Pour être à la mode, j'aurais dû intituler cette page "Le making-of" de l'encyclopédie, ou bien "les coulisses".

Cette encyclopédie ne s'est pas faite en un jour. Mon éditeur et mes amis ne cessent de me poser des questions à ce sujet. Il y a effectivement toute une histoire à raconter.

Illustrations

Pas moins de 19 illustrateurs ont contribué, sur plus de vingt ans. Une dizaine d'entre eux ont réalisé la majorité des dessins. Quand le travail a commencé chez Fernand Nathan, Internet n'existait pas, et les livres donnaient rarement des photos en couleur. Le principe retenu a été de faire dessiner des dessins originaux à partir de plantes réelles. Pour chaque plante, l'objectif était de dessiner une silhouette au trait et des dessins en couleur des feuilles, des fleurs, des fruits et des organes consommés, éventuellement entiers et en coupe, bref, la plupart des caractères qui permettent de reconnaître une plante.

Ce qui était relativement facile pour les plantes tempérées s'est avéré bien plus compliqué pour les plantes tropicales. Nous avons réussi à trouver une illustratrice résidant à la Réunion, et une autre en Guyane.

Si les jardins botaniques, arboretums et collections de ressources génétiques ont été sollicités, j'ai également profité de mes missions pour rapporter des plantes que j'achetais sur les marchés la veille de mon retour. J'ai fait cela en Italie, en Espagne, en Argentine, au Brésil et au Kenya. Je prévenais alors un illustrateur parisien pour qu'il vienne les chercher immédiatement et les dessine avant qu'elles fanent.

La commande des dessins s'opérait soit par la fourniture directe d'échantillons, soit par l'envoi d'une liste de plantes à dessiner. Je validais ensuite l'identification, la qualité et la complétude des dessins. Ce processus a bien sûr été émaillé d'une certain nombre de problèmes.
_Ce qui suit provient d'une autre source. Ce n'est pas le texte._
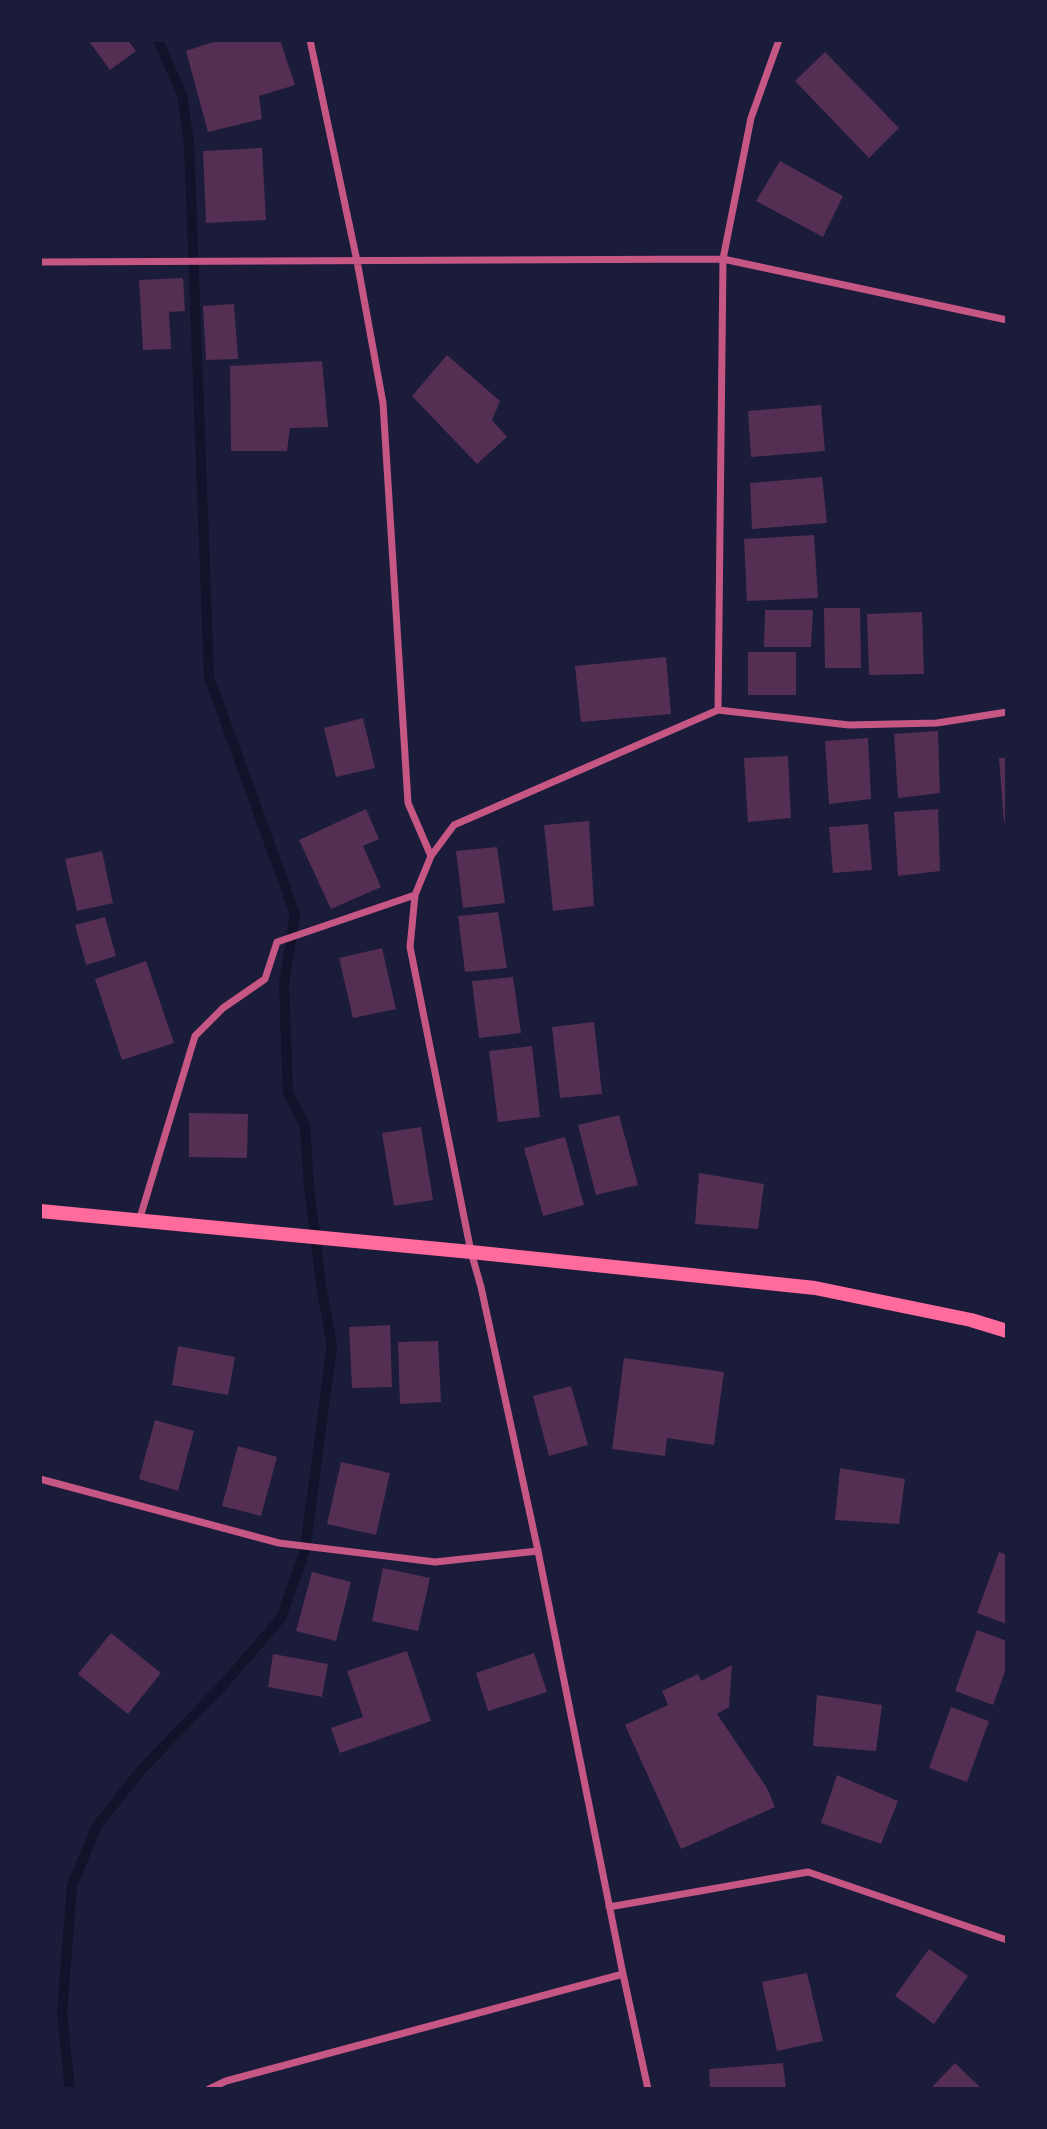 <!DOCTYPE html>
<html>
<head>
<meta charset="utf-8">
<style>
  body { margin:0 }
  #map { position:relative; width:1047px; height:2129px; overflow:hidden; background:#1b1b3a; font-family:Jost,sans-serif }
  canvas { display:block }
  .frame { position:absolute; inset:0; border:42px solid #1b1b3a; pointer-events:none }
</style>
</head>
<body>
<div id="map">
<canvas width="1047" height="2129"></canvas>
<div class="frame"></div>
</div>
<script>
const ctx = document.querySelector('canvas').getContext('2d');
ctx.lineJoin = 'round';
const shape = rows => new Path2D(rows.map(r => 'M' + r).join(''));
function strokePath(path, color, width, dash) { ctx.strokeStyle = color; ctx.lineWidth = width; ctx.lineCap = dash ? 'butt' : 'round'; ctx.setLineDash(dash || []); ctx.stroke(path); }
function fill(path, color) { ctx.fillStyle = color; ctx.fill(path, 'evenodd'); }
strokePath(shape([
  [70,2089,62,2013,72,1886,96,1827,141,1770,224,1684,281,1618,305,1550,332,1345,321,1285,309,1186,305,1126,288,1093,284,984,295,914,209,677,189,142,182,95,158,40]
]), '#12122b', 10);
fill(shape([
  [88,40,128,40,136,51,110,70],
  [219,40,280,40,295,85,259,96,262,119,208,132,186,51],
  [825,52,899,128,869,158,795,81],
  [262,148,266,220,206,223,203,151],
  [780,161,843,196,823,237,756,201],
  [183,278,185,311,169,312,171,349,143,350,139,280],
  [234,304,238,359,206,360,203,306],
  [447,355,500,401,492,420,507,437,477,464,412,396],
  [322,361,328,427,290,428,287,451,231,451,230,366],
  [821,405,825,451,751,457,748,411],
  [822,477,827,523,752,529,750,483],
  [814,535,818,598,747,601,744,539],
  [824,608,860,608,861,668,825,668],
  [765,610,813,610,811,647,764,647],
  [922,612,924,674,869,675,867,614],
  [748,652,796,652,796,695,748,695],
  [666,657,671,714,581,722,575,666],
  [363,718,375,768,336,777,324,728],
  [938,731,940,793,898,798,894,734],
  [868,738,871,799,829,804,825,741],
  [788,756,791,818,748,822,744,758],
  [999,758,1007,758,1007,822,1004,822],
  [366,809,379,839,363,846,381,887,331,909,299,840],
  [938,809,940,871,898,876,894,812],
  [589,821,594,906,553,911,544,825],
  [868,824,872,870,833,873,829,827],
  [497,847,505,903,463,908,456,851],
  [102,851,113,903,77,911,65,859],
  [498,912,507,968,465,972,458,916],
  [105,917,116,956,86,965,75,925],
  [382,948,396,1009,353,1018,339,958],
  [146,961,174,1043,122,1060,95,979],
  [513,977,521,1033,479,1038,472,981],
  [594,1022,602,1094,560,1098,552,1027],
  [532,1046,540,1117,498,1122,489,1051],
  [189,1113,248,1114,247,1158,189,1157],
  [619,1115,638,1185,596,1195,578,1125],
  [421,1127,433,1200,394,1206,382,1133],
  [565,1137,584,1205,543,1216,524,1148],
  [699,1173,764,1184,758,1229,695,1224],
  [390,1325,392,1387,352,1388,349,1327],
  [438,1341,441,1402,400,1404,398,1342],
  [178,1346,235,1357,228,1395,172,1385],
  [624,1358,724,1372,714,1445,667,1438,665,1456,612,1449],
  [571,1386,588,1445,549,1456,533,1396],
  [155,1420,194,1431,178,1491,139,1479],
  [238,1446,277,1457,261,1516,222,1506],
  [341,1462,390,1473,376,1535,327,1524],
  [840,1468,905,1479,899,1524,835,1520],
  [999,1552,1007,1555,1007,1624,977,1613],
  [383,1568,430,1578,418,1631,372,1621],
  [312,1572,351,1582,336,1641,296,1631],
  [977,1630,1007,1641,1007,1666,993,1705,955,1691],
  [111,1633,161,1673,128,1714,78,1674],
  [407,1651,431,1721,340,1753,331,1728,363,1717,347,1671],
  [534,1653,547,1692,488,1711,476,1673],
  [273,1654,328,1664,322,1697,268,1687],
  [732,1665,729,1707,717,1714,767,1788,775,1807,681,1849,625,1725,668,1705,662,1691,698,1674,701,1681],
  [817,1695,882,1705,876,1751,813,1746],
  [951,1707,989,1721,967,1782,929,1768],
  [837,1775,898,1801,881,1844,821,1823],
  [929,1949,968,1976,934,2024,895,1996],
  [807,1973,823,2041,777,2051,762,1982],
  [783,2063,786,2089,710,2089,709,2069],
  [955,2063,982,2089,930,2089]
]), '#542f53');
strokePath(shape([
  [310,40,357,261,383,403,408,803,431,856,415,895,410,947,471,1252,481,1287,538,1551,623,1974,648,2089],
  [40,262,723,259,1007,320],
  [718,710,723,259,751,118,779,40],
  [431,856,454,825,718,710,849,725,937,723,1007,712],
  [139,1221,195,1036,223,1008,265,979,277,942,415,895],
  [40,1479,279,1543,435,1562,538,1551],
  [609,1907,808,1872,1007,1940],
  [209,2089,226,2081,623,1974]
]), '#c65784', 7);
strokePath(shape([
  [40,1211,471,1252,815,1288,971,1320,1007,1331]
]), '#ff6b9d', 14);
</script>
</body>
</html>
  • J'avais demandé un dessin de scorsonère et un autre de salsifis. J'ai obtenu deux dessins de scorsonère. La raison en est simple : la scorsonère Scorzonera hispanica a totalement remplacé le salsifis Tragopogon porrifolius sur les marchés, au point de lui avoir pris son nom. Il a fallu recourir à un jardinier collectionneur pour trouver du vrai salsifis, qui se reconnaît à ses fleurs mauves et sa racine blanche, alors que la scorsonère a des fleurs jaunes et une racine noire.
  • Peu avant la mise en pages, nous nous sommes aperçus qu'il manquait une illustration du sal, Shorea robusta, arbre indien dont les graines fournissent une matière grasse autorisée comme substitut du beurre de cacao. J'ai envoyé les rares images dispoibles, mais mon illustrateur les a trouvées de mauvaise qualité, et a cru bien faire en en cherchant sur Internet. A ma grande surprise, il m'a envoyé des dessins de Couroupita guianensis, arbre spectaculaire au demeurant, mais qui n'a rien à voir. Il s'est avéré que plus de 80% des images obtenues sur Google Images en questionnant avec "Shorea robusta" représentent en fait le Couroupita. L'erreur vient des jardins botaniques du sud de l'Inde et du Sri Lanka, qui mettent de fausses étiquettes. Le Couroupita, originaire de Guyane, est entré dans la symbolique hindouiste au sud de l'Inde, où l'on ne connaît pas Shorea robusta, qui pousse dans le nord de l'Inde. Et les touristes qui voient cet arbre magnifique qu'est le Couroupita (par exemple devant le Palais Royal de Phnom Penh) s'empressent de le photographier et de mettre leurs photos sur Internet, en recopiant scrupuleusement le faux nom.
  • Certains illustrateurs tiennent à dessiner les plantes telles qu'elles sont, avec par exemple des feuilles présentant des morsures d'insectes ou des taches. D'autres acceptent des modifications, par exemple pour éliminer les meurtrissures que les fruits du commerce peuvent présenter. Pour le fruit de Syzygium samarangense, la pomme d'eau, les fruits achetés avaient leur style cassé, et j'ai demandé à l'illustratrice de rétablir le long style caractéristique d'une Myrtacée. Croyant bien faire, elle m'en a dessiné trois, de quoi faire hurler un botaniste. Comme nous sommes dans l'ère de Photoshop, j'ai facilement éliminé les styles en trop. Mais je comprends mieux les illustrateurs des siècles passés, qui devaient inventer des plantes d'après les descriptions approximatives des voyageurs.

Cartes

Même imparfaites et sommaires, les cartes de répartition ont une valeur en quelque sorte heuristique. On peut visualiser d'une seul coup d'œil l'origine des diverses espèces, ce qui est plus long à exprimer dans un texte. Il est d'autant plus étonnant qu'aussi peu d'auteurs y aient pensé. Mon encyclopédie est la première à comprendre autant de cartes, 340. Ces cartes ont été réalisées par moi-même avec le logiciel Illustrator, sur la base de fonds de carte et de feuilles de style préparées par Belin. Internet m'a permis de localiser des cartes dans les sources les plus variées. Ce travail a duré trois mois.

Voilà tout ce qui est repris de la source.